Freakonomics, put simply, is 336 pages of interesting hypotheticals, wild comparisons and thought provoking insight in and around the world of economics. Authors Steven D. Levitt and Stephen J. Dubner fill this book with chapters titled “Why do drug dealers still live with their moms?”, “How is the Ku Klux Klan like a group of real estate agents?”, and “What do schoolteachers and sumo wrestlers have in common?” just to name a few. As you can tell, the topics covered in this book are far from what you would suspect from your everyday economics literature. On its road to reaching New York Times best selling list, the book raised controversy which some say quickened its path to selling over 7 million copies to date. Here is my review of the book Freakonomics.
To start off, this book does not have a story arc that a normal piece of literature may have nor is it just filled with boring facts like your standard encyclopedia. The book finds a nice middle of entertainment and informational that keeps the reader engaged throughout the novel. Cliffhangers are prevalent at the end of chapters and the use of eye catching titles act as a form of insight of what crazy situations you as the reader will be enveloped in in the next chapter. Statistics are prevalent but are given in forms like graphs that make the brain numbing statistics easy to digest for the average reader who may not want to get into an endless stream of numbers that an economist may enjoy.

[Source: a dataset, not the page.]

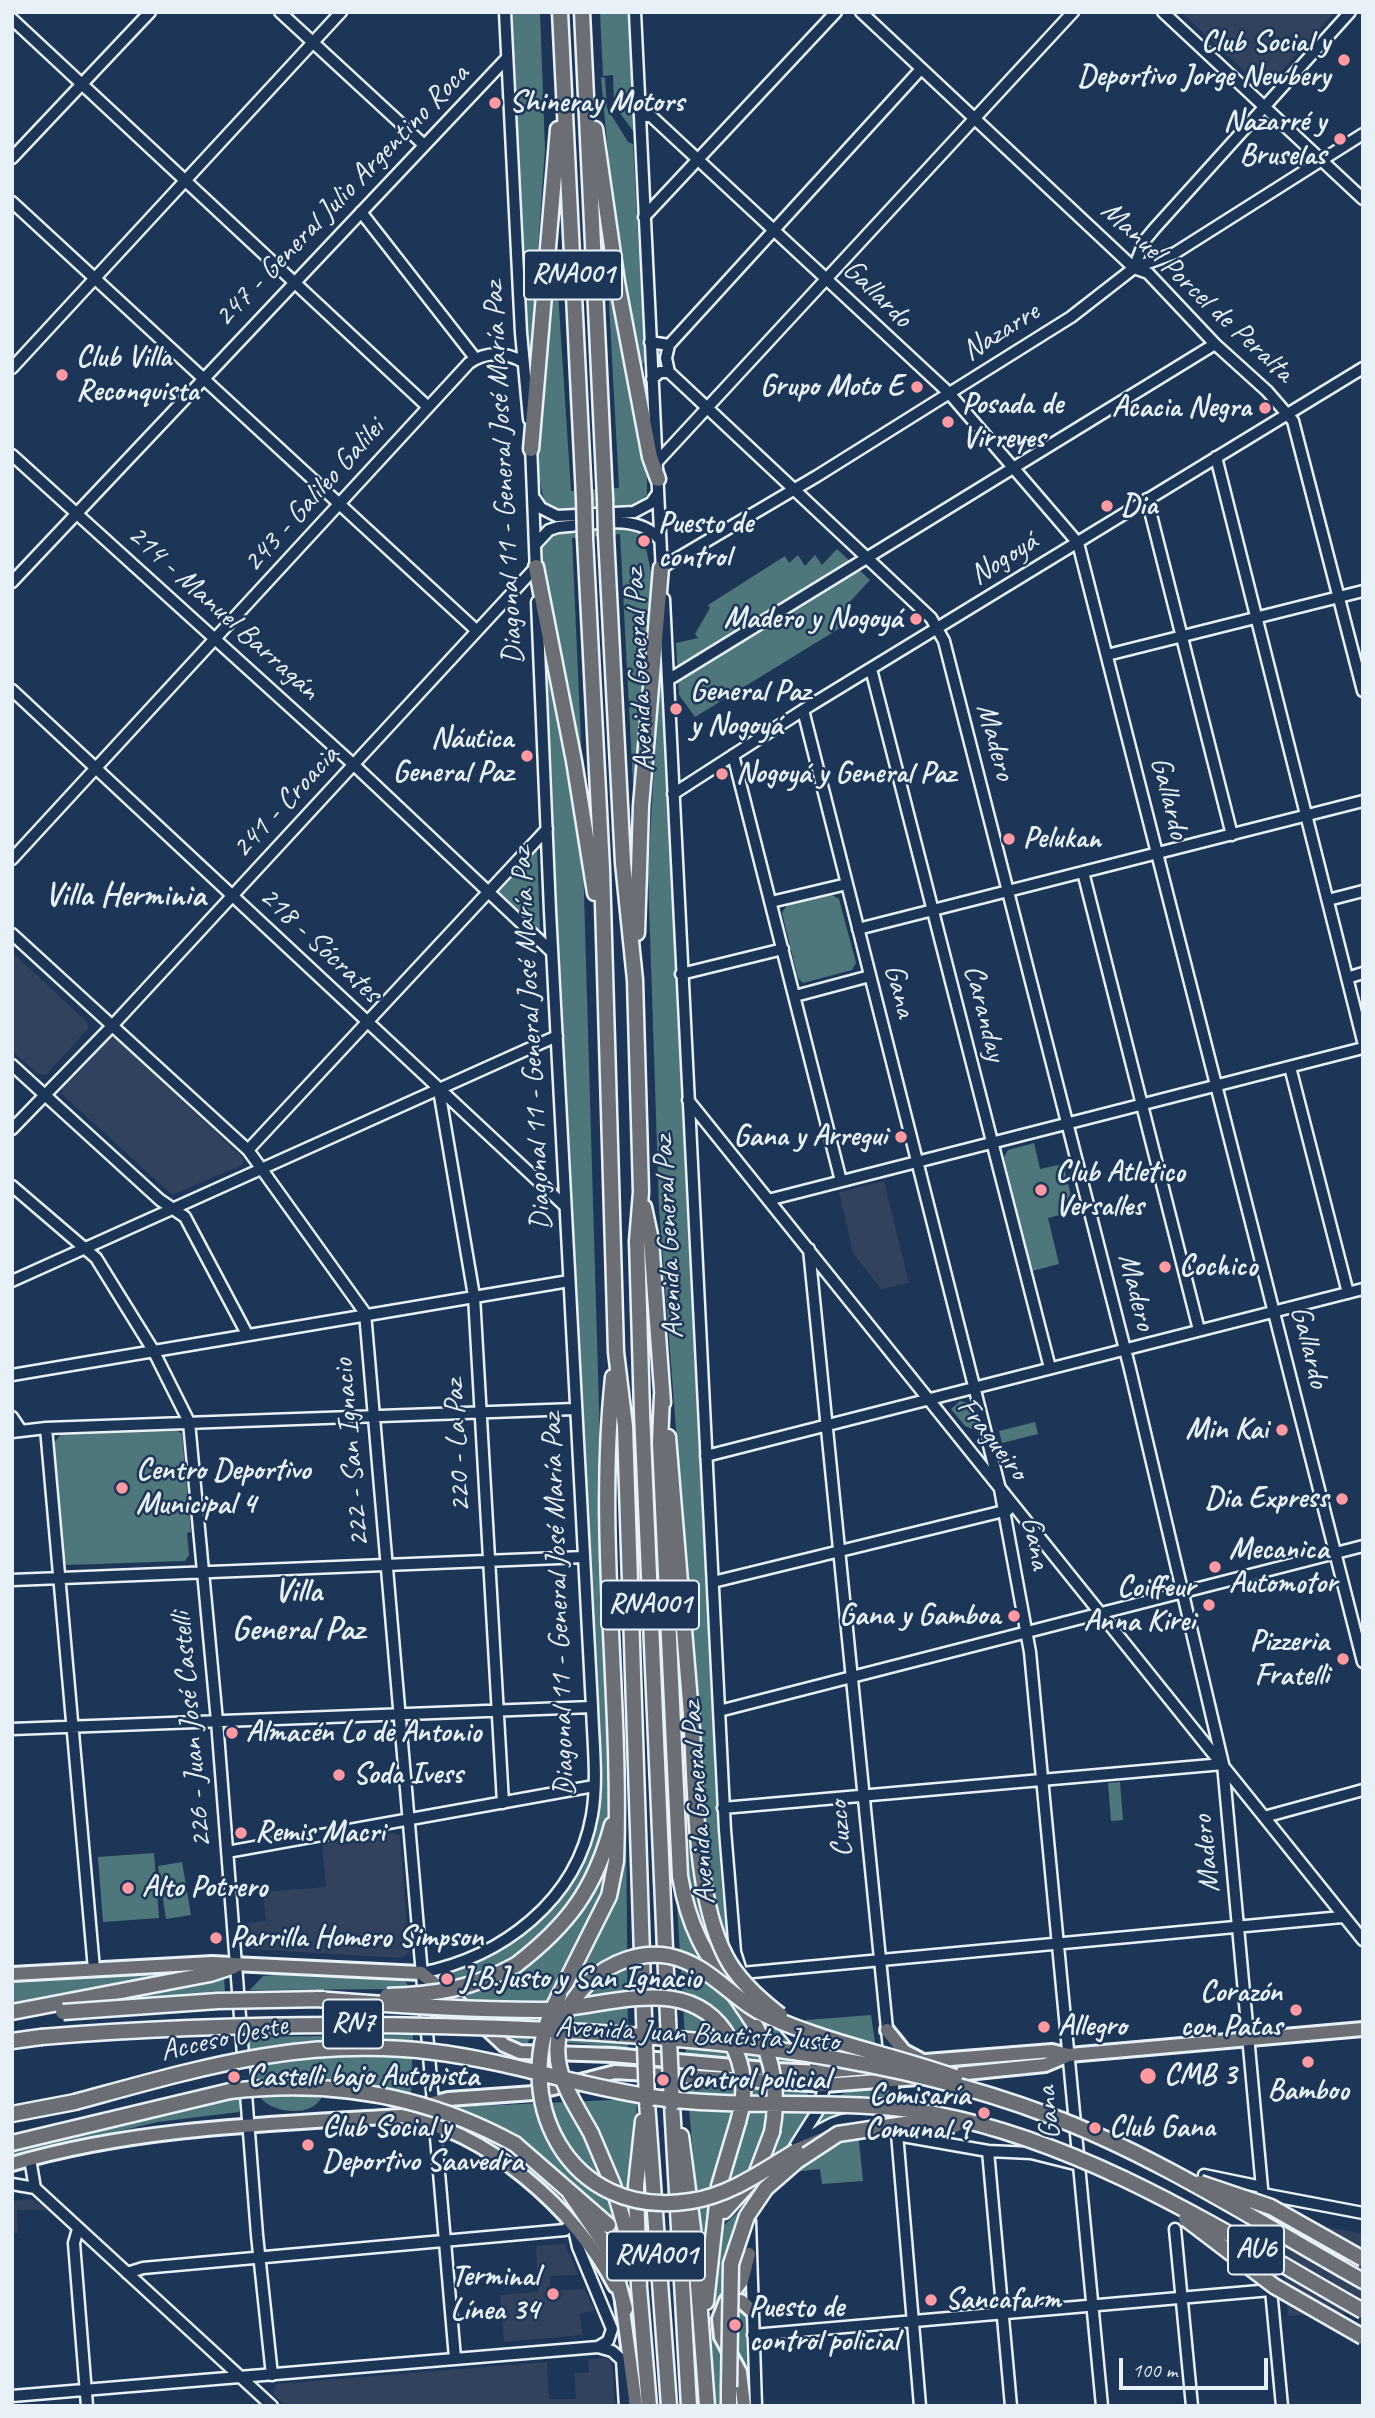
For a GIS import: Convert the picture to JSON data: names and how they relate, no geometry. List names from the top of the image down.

Even though this novel does not go through the standard story arc that a book would normally have there are some underlying meanings that are kept up throughout the book. One of these underlying meanings is the idea that incentives drive behavior. Throughout the book there are many times where Levitt and Dubner explain how the presence, or lack thereof, of incentives have changed human behavior throughout history. From looking at how teachers would help their students cheat in exchange for money to how sumo wrestlers would deliberately lose matches to one another, this pair of authors leaves no stone unturned in convincing the reader that anyone is capable of anything if given the right incentive to do so.
Freakonmics was a success but some of that success came in the form of infamy as it faced backlash from some members of the public around a section of the book that looked at the legalization of abortion in 1973 which the 2 authors correlated to the drop in crime in the 1990s. Levitt and Dubner linked this correlation to the fact that these so-called “unwanted babies” would have been born in the past and would have resulted in more crime. But due to the fact that Roe v Wade was passed and that these unwanted babies are no more, crime fell accordingly. The public was also in upheaval about how correlation was being presented as causation when this is unprovable. With controversy or not Freakonmics was one of the most popular books of the early 2000s and really brought economics and its principles to a broader population then it had ever before. If you are interested in reading this book you can check this book out at your local library here at LHS.